In [32]:
import numpy as np
import pandas as pd
import matplotlib.pyplot as plt
import os
from fairlearn.metrics import MetricFrame, false_positive_rate, selection_rate, false_negative_rate, count
from sklearn.metrics import accuracy_score, recall_score

pred_folder = "ml_weekly"# "ml_endterm"
faireval_folder = "fairevals"
def mkdir(path):
    if not os.path.exists(path):
        os.makedirs(path)

def generate_fairevals(config_name, eval_task, pred_target, ds_key):
    folder = os.path.join(pred_folder, config_name, eval_task, pred_target, ds_key)
    
    cnt = 40
    preds = []
    targs = []
    demos = []
    for k in range(cnt):
        path_pred = os.path.join(folder, 'y_pred_{:03d}.npy'.format(k + 1))
        path_targ = os.path.join(folder, 'y_targ_{:03d}.csv'.format(k + 1))
        path_demo = os.path.join(folder, 'demographic_test_{:03d}.csv'.format(k + 1))

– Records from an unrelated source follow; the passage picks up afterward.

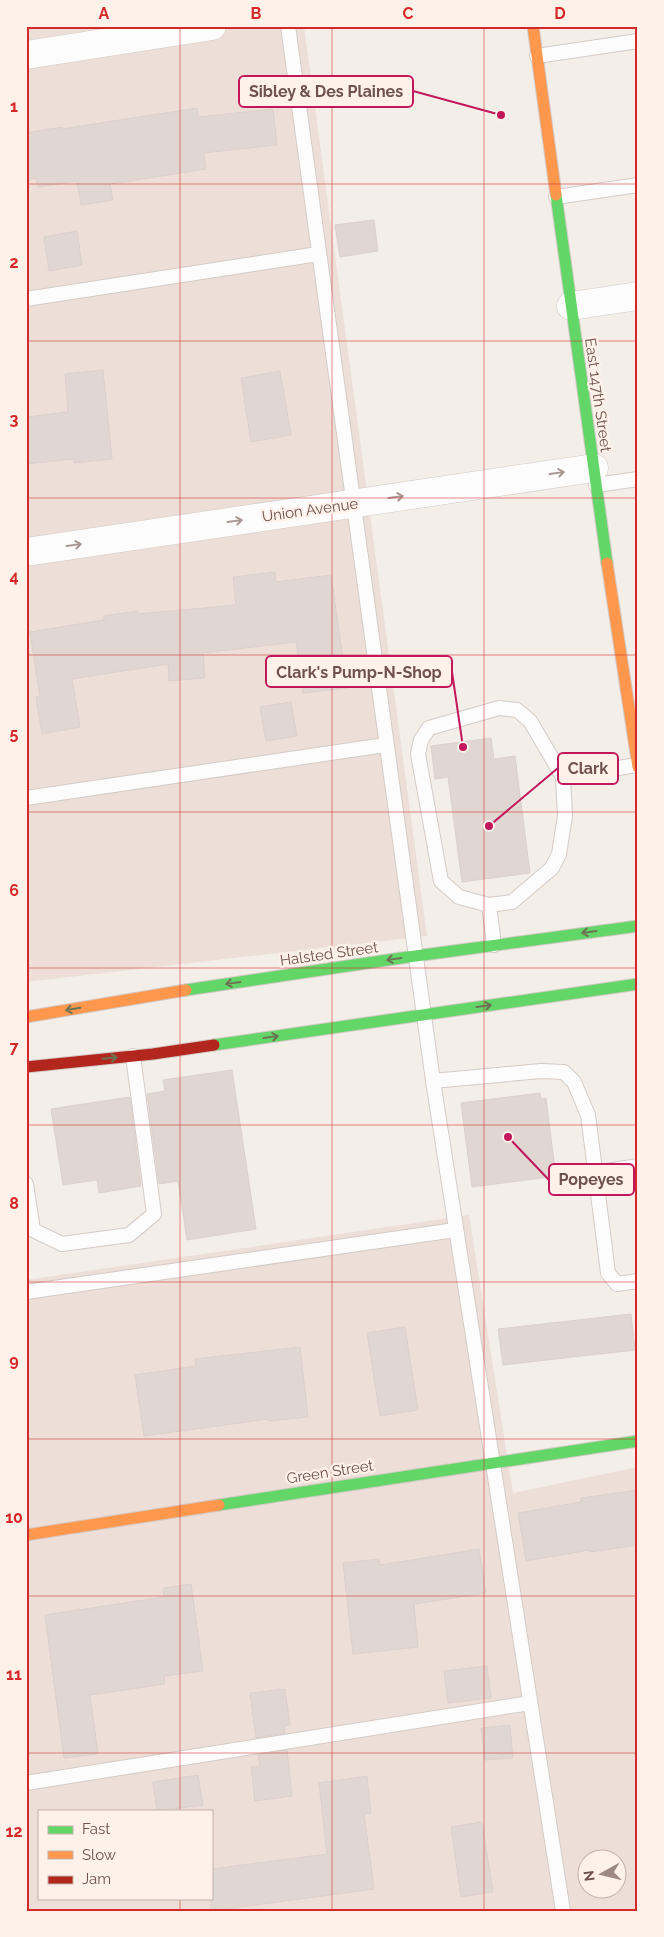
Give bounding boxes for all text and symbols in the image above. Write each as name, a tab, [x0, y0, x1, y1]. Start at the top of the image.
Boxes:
text: A	[99, 4, 110, 23]
text: B	[251, 4, 262, 23]
text: C	[403, 4, 414, 23]
text: D	[554, 4, 566, 23]
callout: Sibley & Des Plaines	[239, 76, 413, 107]
text: Sibley & Des Plaines	[249, 82, 403, 101]
text: 1	[10, 97, 18, 116]
text: 2	[9, 253, 19, 272]
street label: East 147th Street	[581, 337, 615, 453]
text: 3	[10, 410, 19, 429]
one-way arrow	[548, 468, 564, 478]
one-way arrow	[388, 492, 404, 502]
street label: Union Avenue	[261, 494, 359, 526]
one-way arrow	[227, 516, 243, 526]
one-way arrow	[66, 539, 82, 549]
text: 4	[9, 567, 19, 586]
callout: Clark's Pump-N-Shop	[266, 656, 452, 687]
text: Clark's Pump-N-Shop	[276, 663, 442, 682]
text: 5	[10, 724, 19, 743]
callout: Clark	[558, 753, 618, 784]
text: Clark	[568, 759, 608, 778]
text: 6	[9, 881, 19, 900]
one-way arrow	[582, 927, 598, 937]
street label: Halsted Street	[279, 938, 379, 970]
one-way arrow	[386, 954, 402, 964]
one-way arrow	[225, 978, 241, 988]
one-way arrow	[475, 1001, 491, 1011]
one-way arrow	[65, 1004, 81, 1014]
one-way arrow	[262, 1032, 278, 1042]
text: 7	[10, 1038, 19, 1057]
one-way arrow	[101, 1053, 117, 1063]
callout: Popeyes	[549, 1164, 634, 1195]
text: Popeyes	[559, 1170, 624, 1189]
text: 8	[9, 1194, 19, 1213]
text: 9	[9, 1351, 19, 1370]
street label: Green Street	[285, 1456, 375, 1488]
text: 10	[5, 1508, 23, 1527]
text: 11	[6, 1665, 22, 1684]
legend	[38, 1810, 212, 1900]
text: Fast	[82, 1820, 110, 1838]
text: 12	[6, 1822, 22, 1841]
text: Slow	[82, 1846, 116, 1864]
north arrow	[576, 1850, 626, 1900]
text: N	[580, 1869, 598, 1882]
text: Jam	[82, 1870, 111, 1888]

        pred = np.load(path_pred, allow_pickle=True)
        targ = pd.read_csv(path_targ)["y_raw"]
        demo = pd.read_csv(path_demo).iloc[:, 1:]

        preds.append(pred)
        targs.append(targ)
        demos.append(demo)

    pred = np.concatenate(preds)
    targ = pd.concat(targs)
    demo = pd.concat(demos)

    metrics = {"accuracy": accuracy_score, 
                "recall": recall_score, 
                "fnr": false_negative_rate, 
                "fpr": false_positive_rate
            }

    fair_evals = {}
    for col in demo.columns:
        faireval = MetricFrame(metrics=metrics, y_true=targ, y_pred=pred, sensitive_features=demo[col])
        fair_evals[col] = faireval

    folder_output = os.path.join(faireval_folder, config_name, eval_task, pred_target, ds_key)
    mkdir(os.path.join(folder_output))
    for col, mf in fair_evals.items():
        mf.by_group.to_csv(os.path.join(folder_output, '{}_by_group.csv'.format(col)))
        mf.overall.to_csv(os.path.join(folder_output, '{}_overall.csv'.format(col)))

In [33]:
config_names = ['ml_wang',  'ml_xu_personalized', 'ml_xu_interpretable'] # 'ml_chikersal'
eval_task = 'single'
pred_target = 'dep_weekly'
ds_keys = ['INS-W_1', 'INS-W_2', 'INS-W_3', 'INS-W_4']
for config_name in config_names:
    for ds_key in ds_keys:
        generate_fairevals(config_name, eval_task, pred_target, ds_key)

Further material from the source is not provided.